Metadata-Version: 2.4
Name: canviz
Version: 0.1.3
Summary: Open-source browser-based CAN bus analyzer
Author-email: Chanchal Dhiman <chanchalv.dhiman@gmail.com>
License-Expression: MIT
Project-URL: Homepage, https://github.com/yourname/CANvas
Project-URL: Repository, https://github.com/yourname/CANvas
Project-URL: Issues, https://github.com/yourname/CANvas/issues
Keywords: CAN bus,automotive,analyzer,cantools,python-can
Classifier: Programming Language :: Python :: 3
Classifier: Operating System :: OS Independent
Classifier: Topic :: Scientific/Engineering
Classifier: Development Status :: 3 - Alpha
Requires-Python: >=3.10
Description-Content-Type: text/markdown
Requires-Dist: fastapi>=0.111
Requires-Dist: uvicorn[standard]>=0.29
Requires-Dist: python-can[gs_usb]>=4.3
Requires-Dist: pyusb>=1.2
Requires-Dist: libusb>=1.0.26
Requires-Dist: cantools>=39
Requires-Dist: aiofiles>=23
Requires-Dist: websockets>=12
Requires-Dist: python-multipart>=0.0.9
Provides-Extra: dev
Requires-Dist: pytest>=8; extra == "dev"
Requires-Dist: pytest-asyncio>=0.24; extra == "dev"
Requires-Dist: httpx>=0.27; extra == "dev"
Requires-Dist: ruff>=0.4; extra == "dev"

# CANviz

**Open-source, browser-based CAN bus analyzer.**  
Works with cheap (~$10) USB-C CAN modules. No GUI install. Just `pip install` and open a browser.

```bash
pip install canviz
canviz --interface gs_usb
# → browser opens at http://localhost:8080
```

---

## What it does

CANviz is a web-based CAN bus analyzer that runs entirely in your browser. You plug in a USB CAN module, run one command, and get a live view of your CAN bus, no desktop app to install, no compiling from source.

**v1 features:**
- Live message table: ID, DLC, data bytes, frame count, rate (fps), last seen
- DBC file support: upload a `.dbc` file and see decoded signal values inline
- Filter by message ID or signal name
- Send CAN frames manually from the UI
- Record sessions to `.asc` and `.csv`
- Replay recorded log files with speed control
- REST API + WebSocket - scriptable and automation-friendly

---

## Hardware

**Primary (plug and play on Windows):**  
Any CAN module running **Candlelight firmware** - including the FYSETC UCAN (STM32F072, ~$8).  
These show up in Windows Device Manager as `gs_usb` / WinUSB - **no COM port, no reflash needed.**

**Also supported:**
- slcan devices (COM port) - CANable and others running slcan firmware
- SocketCAN - Linux, Raspberry Pi, WSL2
- PEAK PCAN-USB, Kvaser, Vector - via python-can config
- Virtual bus - for development and CI (no hardware needed)

---

## Quick Start

### Windows (Candlelight / gs_usb device)

```bash
pip install canviz
canviz
```

Auto-detects the connected gs_usb device. Browser opens at `http://localhost:8080`.

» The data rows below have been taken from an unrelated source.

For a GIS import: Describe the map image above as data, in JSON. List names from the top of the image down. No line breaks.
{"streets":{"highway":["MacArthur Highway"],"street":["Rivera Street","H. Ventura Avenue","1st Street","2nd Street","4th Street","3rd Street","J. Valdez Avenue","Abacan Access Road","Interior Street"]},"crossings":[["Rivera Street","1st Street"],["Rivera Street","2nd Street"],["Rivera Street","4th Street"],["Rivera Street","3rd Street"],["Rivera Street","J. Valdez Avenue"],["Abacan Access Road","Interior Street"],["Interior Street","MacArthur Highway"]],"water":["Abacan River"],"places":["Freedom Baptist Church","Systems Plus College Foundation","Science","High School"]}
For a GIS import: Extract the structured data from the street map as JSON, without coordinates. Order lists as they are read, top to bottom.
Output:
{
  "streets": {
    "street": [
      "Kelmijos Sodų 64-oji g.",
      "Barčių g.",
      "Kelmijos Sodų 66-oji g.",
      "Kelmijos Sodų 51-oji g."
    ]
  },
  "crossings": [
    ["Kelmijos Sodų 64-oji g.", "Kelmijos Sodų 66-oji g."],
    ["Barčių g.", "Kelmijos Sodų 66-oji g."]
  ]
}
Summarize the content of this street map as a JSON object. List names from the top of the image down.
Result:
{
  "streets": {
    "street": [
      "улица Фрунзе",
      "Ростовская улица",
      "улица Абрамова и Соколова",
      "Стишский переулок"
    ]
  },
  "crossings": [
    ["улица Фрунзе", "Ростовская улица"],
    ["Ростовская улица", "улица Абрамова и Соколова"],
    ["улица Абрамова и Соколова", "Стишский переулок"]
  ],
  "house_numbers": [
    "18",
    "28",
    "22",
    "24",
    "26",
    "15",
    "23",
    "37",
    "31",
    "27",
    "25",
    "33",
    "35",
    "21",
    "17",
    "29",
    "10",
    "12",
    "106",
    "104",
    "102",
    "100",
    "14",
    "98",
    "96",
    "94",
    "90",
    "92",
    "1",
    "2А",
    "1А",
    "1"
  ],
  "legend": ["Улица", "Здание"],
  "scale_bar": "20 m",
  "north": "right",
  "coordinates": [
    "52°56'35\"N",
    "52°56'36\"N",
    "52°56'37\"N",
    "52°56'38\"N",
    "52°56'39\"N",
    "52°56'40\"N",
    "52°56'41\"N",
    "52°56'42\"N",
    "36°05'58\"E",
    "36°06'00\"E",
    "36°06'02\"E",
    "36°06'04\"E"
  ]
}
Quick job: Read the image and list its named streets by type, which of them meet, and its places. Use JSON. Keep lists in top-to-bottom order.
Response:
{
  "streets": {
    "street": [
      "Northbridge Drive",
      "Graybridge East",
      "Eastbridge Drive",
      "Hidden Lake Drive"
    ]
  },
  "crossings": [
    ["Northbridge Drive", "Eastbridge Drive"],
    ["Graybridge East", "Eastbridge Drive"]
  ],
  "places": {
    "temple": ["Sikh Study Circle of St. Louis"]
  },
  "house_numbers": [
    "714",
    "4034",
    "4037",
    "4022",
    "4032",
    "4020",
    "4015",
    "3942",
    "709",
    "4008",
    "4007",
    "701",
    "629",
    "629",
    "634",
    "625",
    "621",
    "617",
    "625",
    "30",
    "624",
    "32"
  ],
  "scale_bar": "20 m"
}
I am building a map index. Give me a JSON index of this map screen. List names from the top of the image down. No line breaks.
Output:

### Windows (slcan / COM port device)

```bash
pip install canviz
canviz --interface slcan --channel COM3 --bitrate 500000
```

### Raspberry Pi / Linux (SocketCAN)

```bash
# One-time setup
sudo ip link set can0 up type can bitrate 500000

pip install canviz
canviz --interface socketcan --channel can0
```

### No hardware (virtual bus)

```bash
pip install canviz
canviz --interface virtual
```

Frames loop back on themselves. Useful for testing and development.

---

## Interface Notes

| Interface | When to use | Windows | Linux |
|-----------|-------------|---------|-------|
| `gs_usb` | Candlelight firmware devices (default) | ✓ | ✓ |
| `slcan` | Devices that enumerate as a COM port | ✓ | ✓ |
| `socketcan` | Native SocketCAN | - | ✓ |
| `virtual` | No hardware, development/CI | ✓ | ✓ |

**Candlelight vs slcan:** If your device shows up as a COM port in Device Manager, use `--interface slcan --channel COMx`. If it shows as `gs_usb` / WinUSB with no COM port, use `--interface gs_usb` (the default).

---

## CLI Reference

```
canviz [OPTIONS]

Options:
  --interface   gs_usb | slcan | socketcan | virtual  (default: gs_usb)
  --channel     COM port or SocketCAN channel (e.g. COM3, can0)
  --bitrate     CAN bitrate in bps (default: 500000)
  --host        Host to bind to (default: 127.0.0.1)
  --port        Port to bind to (default: 8080)
```

---

## API

The backend exposes a REST API and WebSocket. Useful for scripting and automation.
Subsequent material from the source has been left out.